Input data |
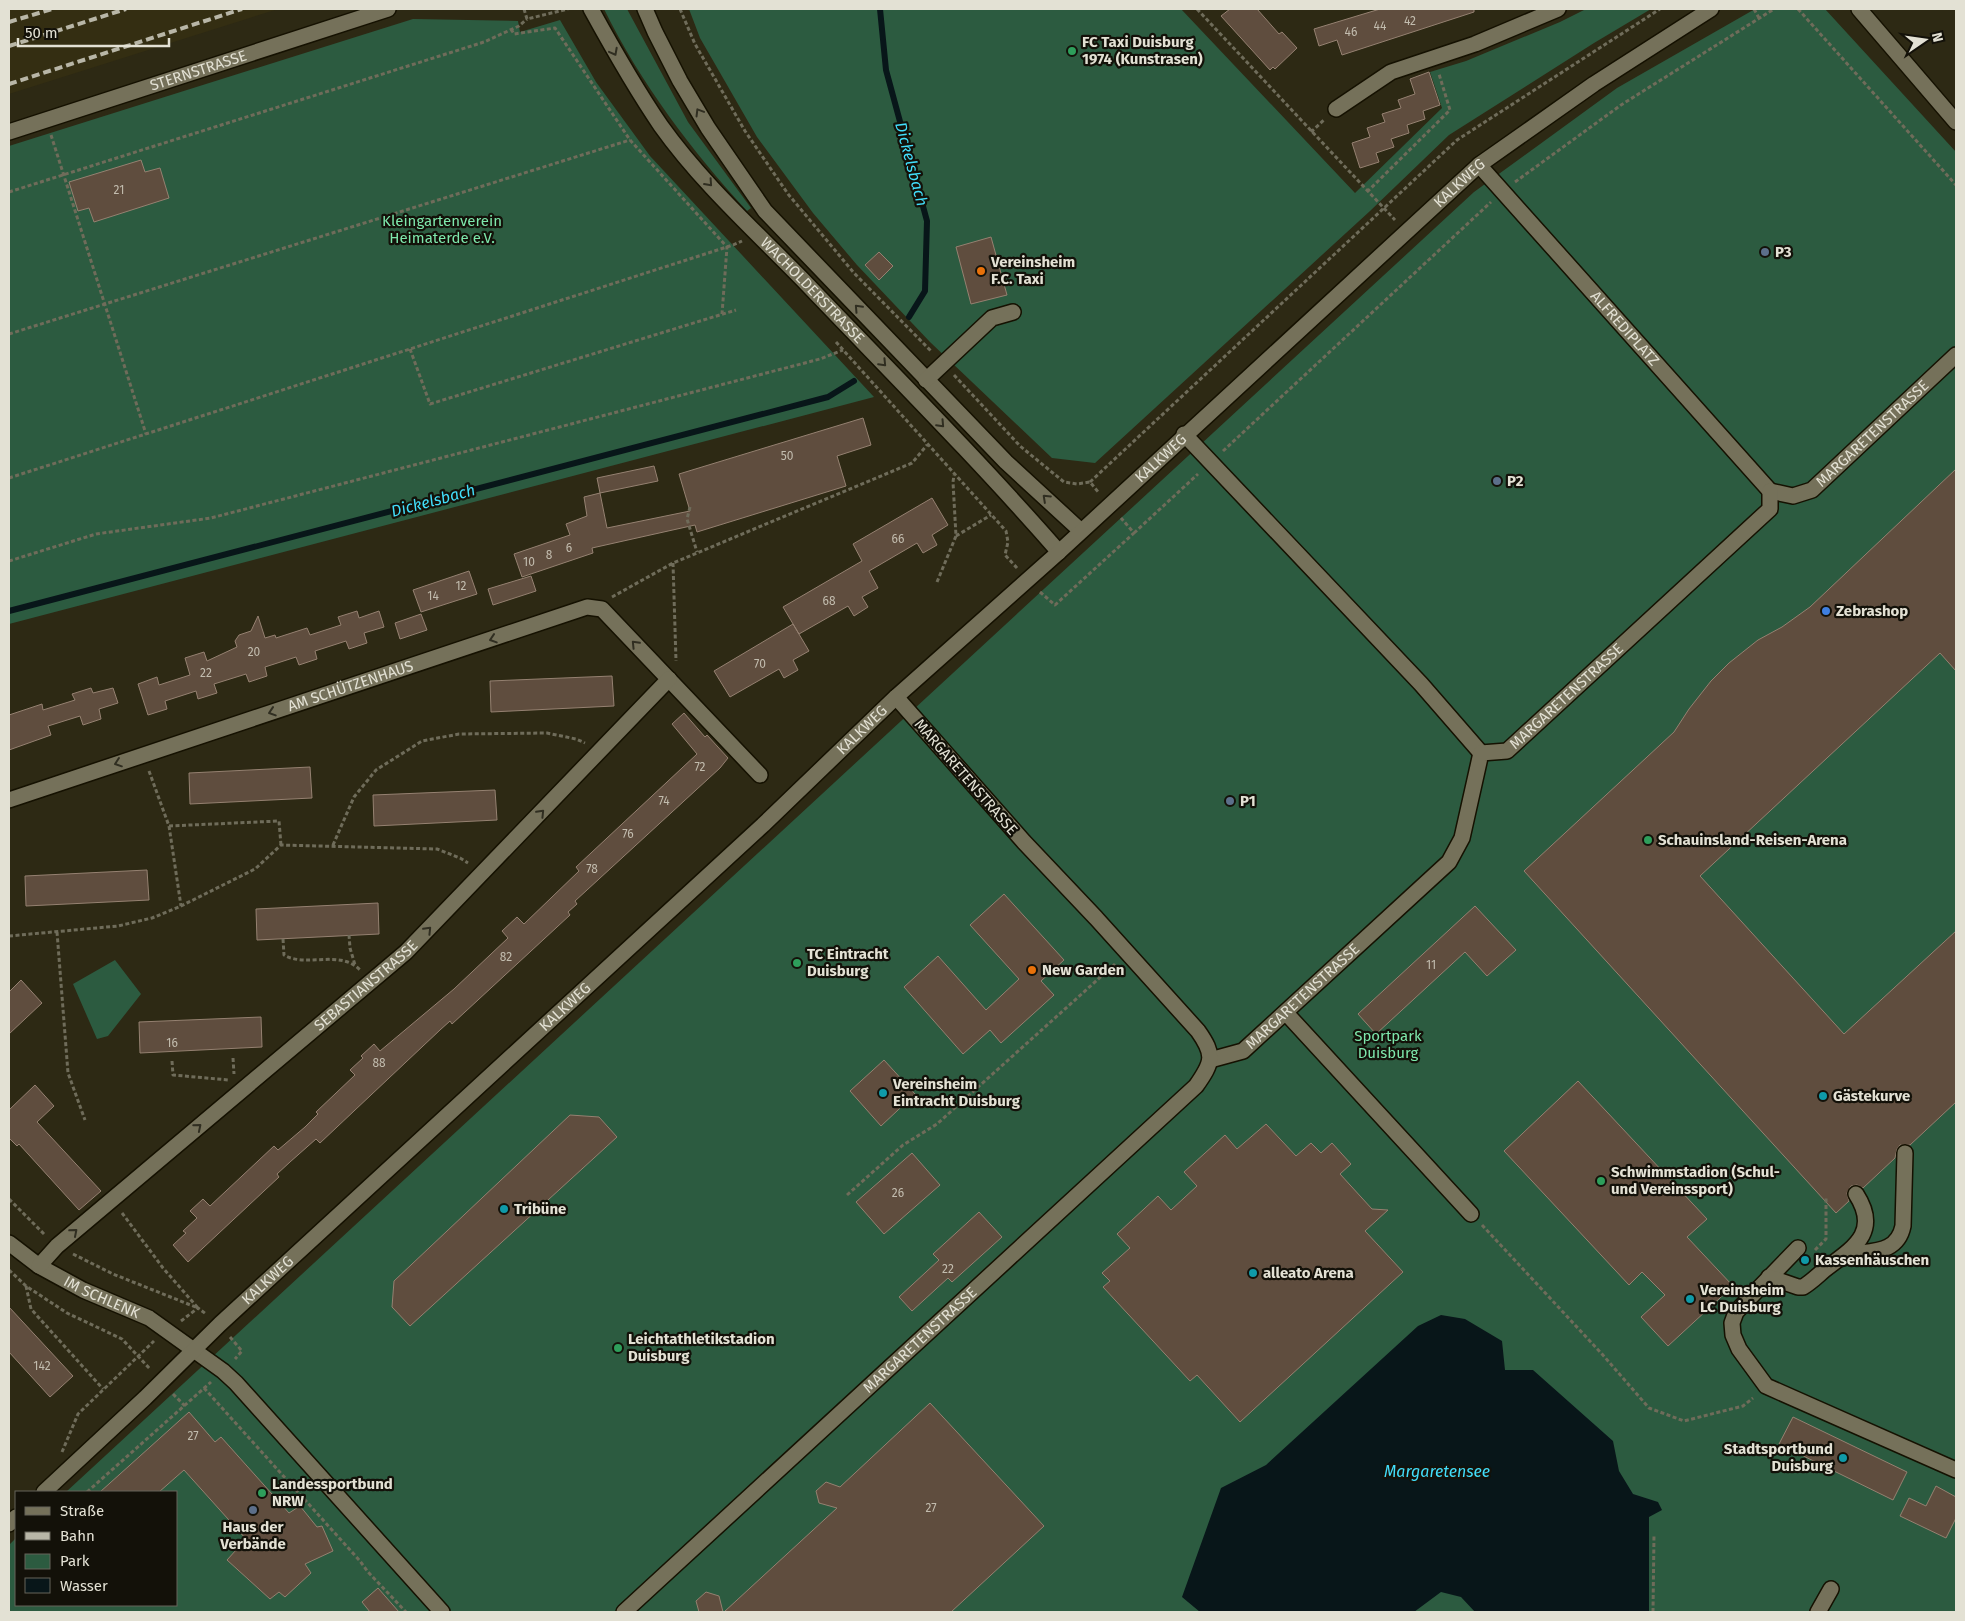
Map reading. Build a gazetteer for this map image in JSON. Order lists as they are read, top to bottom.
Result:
{
  "streets": {
    "street": [
      "STERNSTRASSE",
      "KALKWEG",
      "WACHOLDERSTRASSE",
      "ALFREDIPLATZ",
      "MARGARETENSTRASSE",
      "AM SCHÜTZENHAUS",
      "SEBASTIANSTRASSE",
      "IM SCHLENK"
    ]
  },
  "crossings": [
    ["KALKWEG", "WACHOLDERSTRASSE"],
    ["KALKWEG", "ALFREDIPLATZ"],
    ["KALKWEG", "MARGARETENSTRASSE"],
    ["KALKWEG", "IM SCHLENK"],
    ["ALFREDIPLATZ", "MARGARETENSTRASSE"],
    ["SEBASTIANSTRASSE", "IM SCHLENK"]
  ],
  "one_way": ["AM SCHÜTZENHAUS", "SEBASTIANSTRASSE"],
  "water": ["Dickelsbach", "Margaretensee"],
  "parks": ["Kleingartenverein Heimaterde e.V.", "Sportpark Duisburg"],
  "places": [
    "FC Taxi Duisburg 1974 (Kunstrasen)",
    "P3",
    "Vereinsheim F.C. Taxi",
    "P2",
    "Zebrashop",
    "P1",
    "Schauinsland-Reisen-Arena",
    "TC Eintracht Duisburg",
    "New Garden",
    "Vereinsheim Eintracht Duisburg",
    "Gästekurve",
    "Schwimmstadion (Schul- und Vereinssport)",
    "Tribüne",
    "Kassenhäuschen",
    "alleato Arena",
    "Vereinsheim LC Duisburg",
    "Leichtathletikstadion Duisburg",
    "Stadtsportbund Duisburg",
    "Landessportbund NRW",
    "Haus der Verbände"
  ],
  "house_numbers": [
    "42",
    "44",
    "46",
    "21",
    "50",
    "66",
    "6",
    "8",
    "10",
    "12",
    "14",
    "68",
    "20",
    "70",
    "22",
    "72",
    "74",
    "76",
    "78",
    "82",
    "11",
    "16",
    "88",
    "26",
    "22",
    "142",
    "27",
    "27"
  ],
  "legend": [
    "Straße",
    "Bahn",
    "Park",
    "Wasser"
  ],
  "scale_bar": "50 m",
  "north": "right"
}
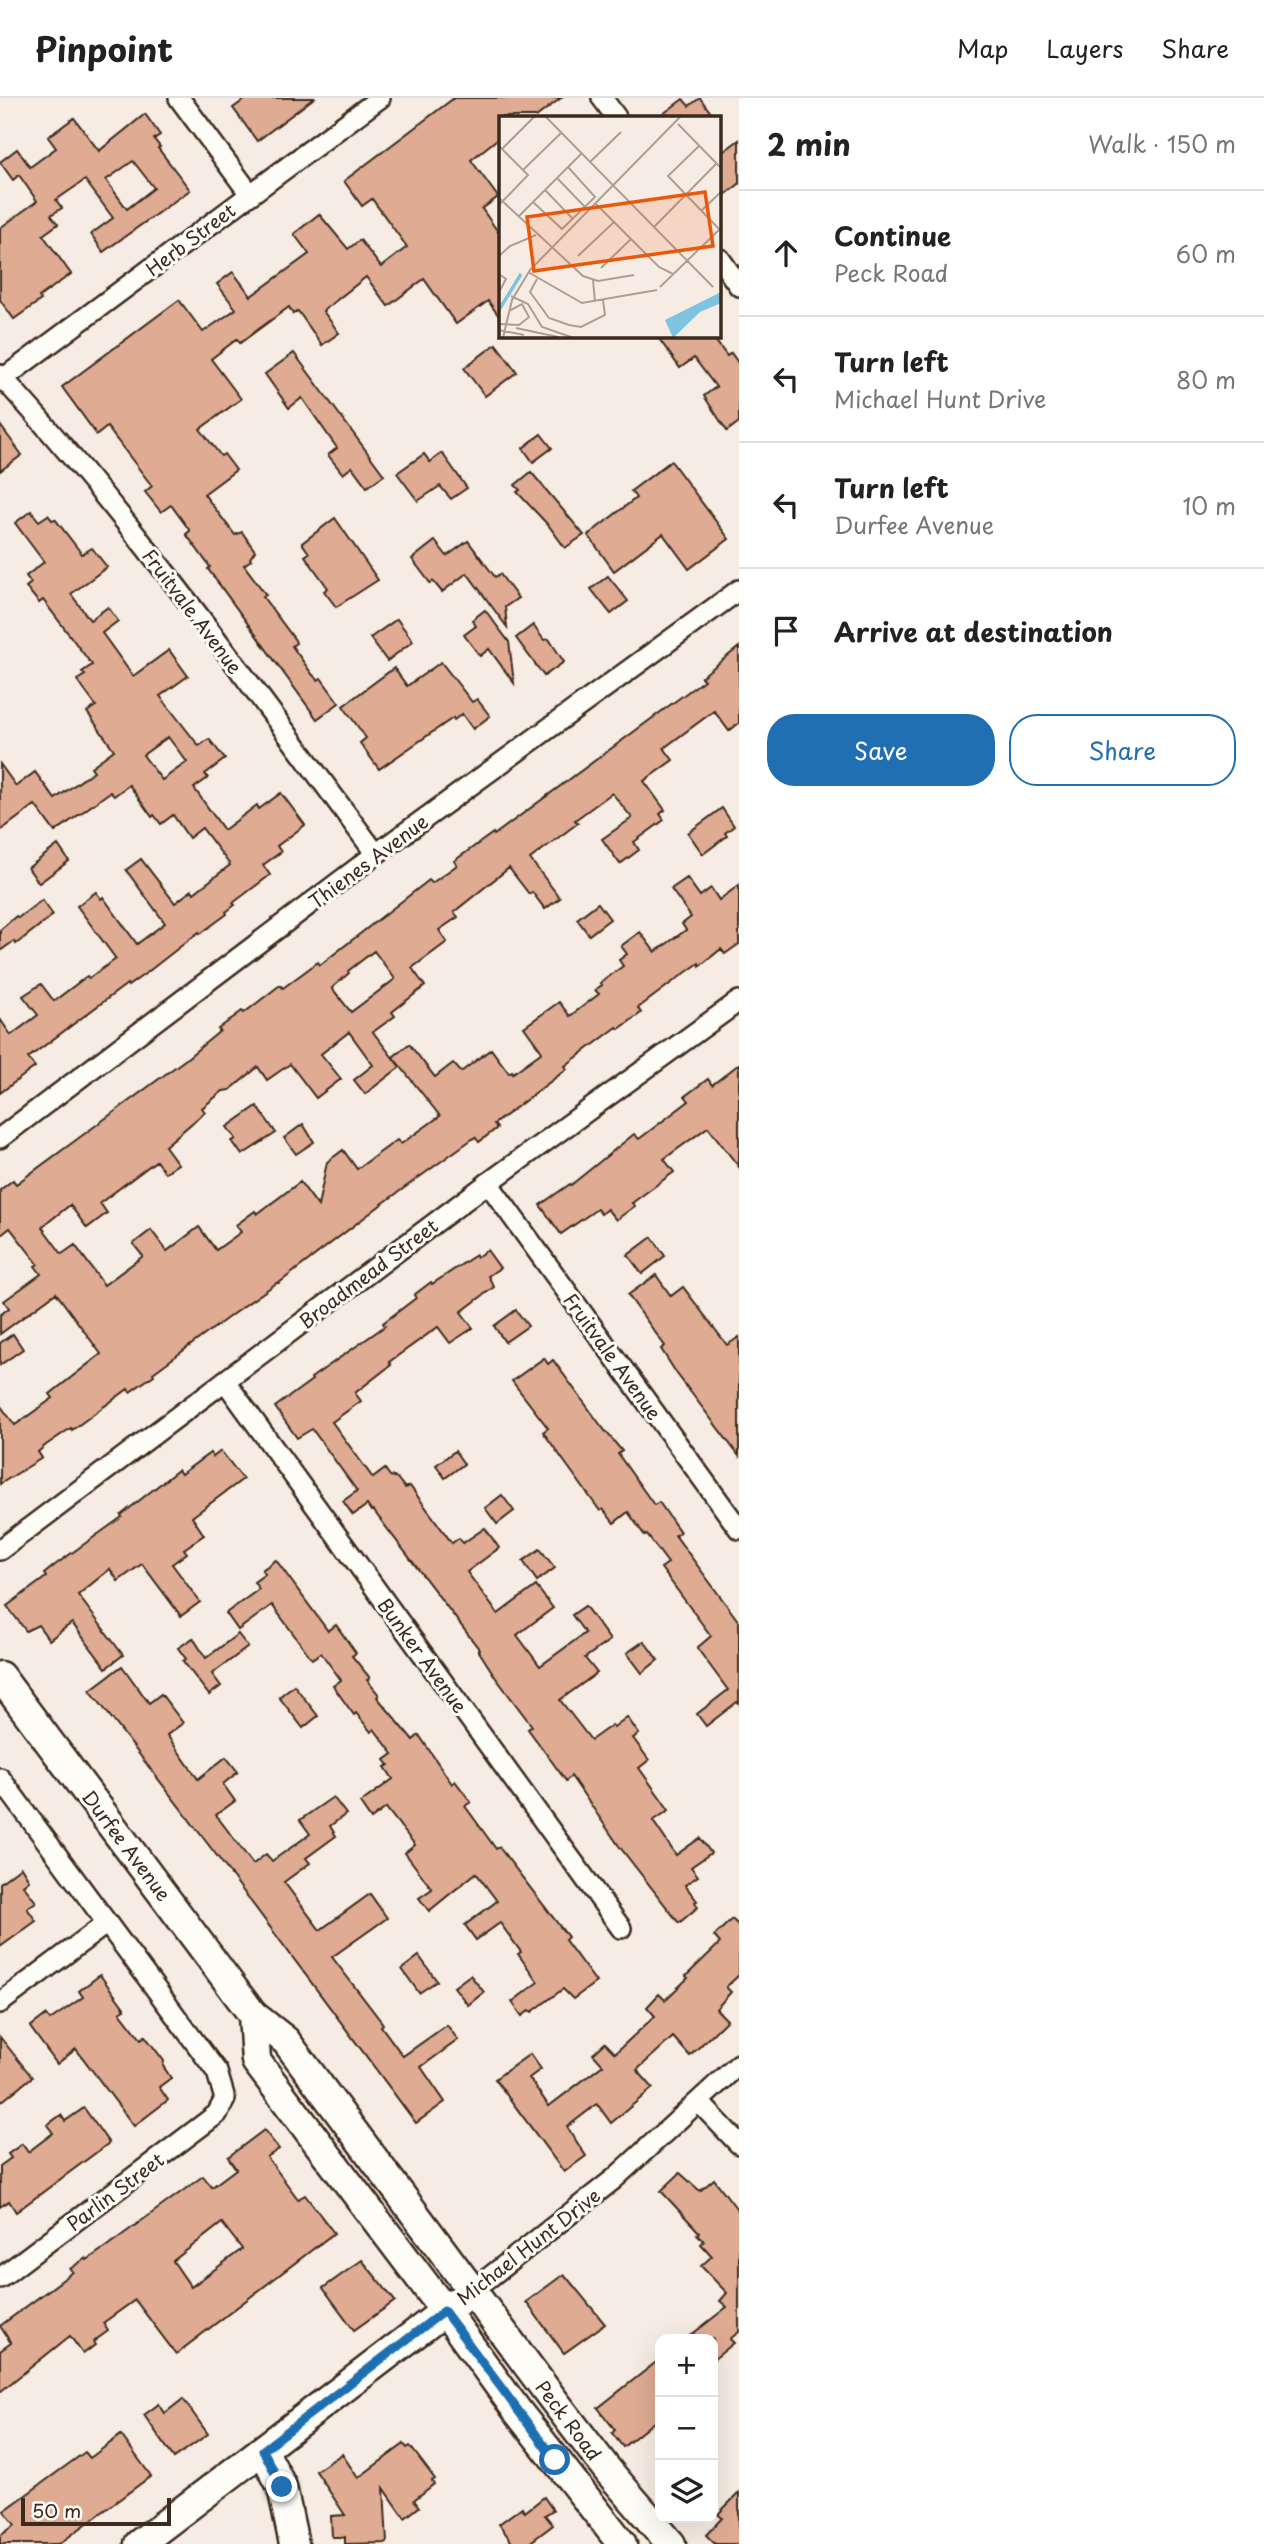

Your objective | The lines holding the string "Duisburg" are what is needed from the material above.

Result of this exercise |
  "parks": ["Kleingartenverein Heimaterde e.V.", "Sportpark Duisburg"],
    "FC Taxi Duisburg 1974 (Kunstrasen)",
    "TC Eintracht Duisburg",
    "Vereinsheim Eintracht Duisburg",
    "Vereinsheim LC Duisburg",
    "Leichtathletikstadion Duisburg",
    "Stadtsportbund Duisburg",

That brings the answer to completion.